Peripheral blood stem cells (PBSCs) have become the preferred source for autologous transplantation due to the ease of collection, faster hematopoietic recovery, and economic advantages.1,2 Based on similar positive initial findings, the use of PBSCs as an alternative to bone marrow (BM) has rapidly grown in the allogeneic setting.3-14 However, the use of PBSCs for allogeneic transplantation is still not universally accepted. This is in part due to unresolved concerns about the long-term effects of growth factor treatment in healthy volunteers and uncertainty about whether this stem cell source is associated with more acute and chronic graft-versus-host disease (aGVHD and cGVHD, respectively). Compared with BM, PBSC grafts contain significantly more total blood cells and more CD34⁺ cells. However, the most striking difference is the 10-fold higher number of T cells in the PBSC graft. Other differences include a higher number of monocytes13 and the absence of mesenchymal stem cells.15 

In 1996, the centers affiliated with the SociétéFrançaise de Greffe de Moelle et de Thérapie Cellulaire (SFGM-TC) conducted a prospective randomized trial comparing allogeneic PBSCs with BM. It showed that there was faster platelet and neutrophil recovery in the PBSC arm but also an increased incidence of cGVHD.13 Since this report, 5 other similar prospective comparisons have been published.10-12,14,16 They all confirm that the use of PBSCs is associated with faster hematologic recovery but have yielded differing results regarding the incidence of aGVHD and cGVHD. All but one17 found no difference in the incidence of acute graft-versus-host disease (aGVHD). The issue of chronic GVHD also was unclear. A number of reports, including randomized studies, have reported a higher incidence of cGVHD among recipients of allogeneic PBSCs.11,13,16,18 However, follow-up has been relatively short in the studies reported to date, and cGVHD was a not a primary end point of any of the reported trials. Thus, the issue of whether the use of PBSCs instead of BM resulted in a different occurrence of cGVHD remains unresolved. In this study, representing a long follow-up cohort, we report an analysis of factors associated with cGVHD in patients included in our randomized study and evaluable for cGVHD.

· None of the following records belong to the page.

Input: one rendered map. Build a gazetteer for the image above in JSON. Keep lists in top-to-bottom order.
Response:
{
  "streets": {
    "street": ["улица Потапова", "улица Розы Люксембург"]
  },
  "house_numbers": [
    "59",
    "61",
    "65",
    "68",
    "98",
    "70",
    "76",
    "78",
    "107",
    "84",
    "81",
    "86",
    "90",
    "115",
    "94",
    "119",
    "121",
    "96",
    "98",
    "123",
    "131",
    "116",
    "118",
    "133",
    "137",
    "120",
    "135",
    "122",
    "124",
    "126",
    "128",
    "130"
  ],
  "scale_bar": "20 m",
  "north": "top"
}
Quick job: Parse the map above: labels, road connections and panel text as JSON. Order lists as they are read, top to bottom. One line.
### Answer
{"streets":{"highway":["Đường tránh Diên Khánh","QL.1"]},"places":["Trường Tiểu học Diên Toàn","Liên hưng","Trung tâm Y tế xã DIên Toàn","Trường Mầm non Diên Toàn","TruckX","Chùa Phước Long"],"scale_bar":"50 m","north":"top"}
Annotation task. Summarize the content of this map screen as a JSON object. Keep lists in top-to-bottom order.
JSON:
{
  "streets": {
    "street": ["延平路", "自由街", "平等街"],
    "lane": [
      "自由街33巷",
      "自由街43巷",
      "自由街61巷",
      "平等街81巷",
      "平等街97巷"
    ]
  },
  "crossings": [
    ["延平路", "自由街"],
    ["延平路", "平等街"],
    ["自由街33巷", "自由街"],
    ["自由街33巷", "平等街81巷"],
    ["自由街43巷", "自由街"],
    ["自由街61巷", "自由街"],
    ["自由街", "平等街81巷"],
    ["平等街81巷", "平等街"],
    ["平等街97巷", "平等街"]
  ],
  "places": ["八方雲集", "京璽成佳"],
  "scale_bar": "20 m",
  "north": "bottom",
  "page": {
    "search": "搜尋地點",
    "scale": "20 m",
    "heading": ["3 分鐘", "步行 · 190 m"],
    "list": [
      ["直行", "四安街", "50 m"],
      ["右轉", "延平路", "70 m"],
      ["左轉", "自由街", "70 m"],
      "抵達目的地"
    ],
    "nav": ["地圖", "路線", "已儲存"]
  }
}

Details of the study design, patient eligibility, preparative regimen, stem cell collection and reinfusion, supportive care, primary study end points, and economic evaluation have been previously reported.13 Written informed consent was obtained from each patient and donor, and the study was approved by the scientific committee of the SFGM-TC and the local ethical committee of Marseille II (Comité Consultatif de Protection des Personnes dans la Recherche Biomédicale—CCPPRB). Stratification by center occurred at randomization to ensure a balanced treatment of all aspects of transplantation and, notably, GVHD management in both groups. The comparison of cGVHD was one of the secondary end points of the original randomized trial. Briefly, in the PBSC group, mobilization consisted of daily subcutaneous administration of lenograstim at a dose of 10 μg/kg. According to current practice in France at the time of this study, prophylactic granulocyte colony-stimulating factor (G-CSF) after transplantation was not allowed per protocol in either of the 2 groups. The study was a multicenter, randomized, comparative trial performed between September 1996 and October 1998 in 17 centers affiliated with the SFGM-TC. By October 1998, 111 patients had been randomized, with 101 patients proceeding to transplantation.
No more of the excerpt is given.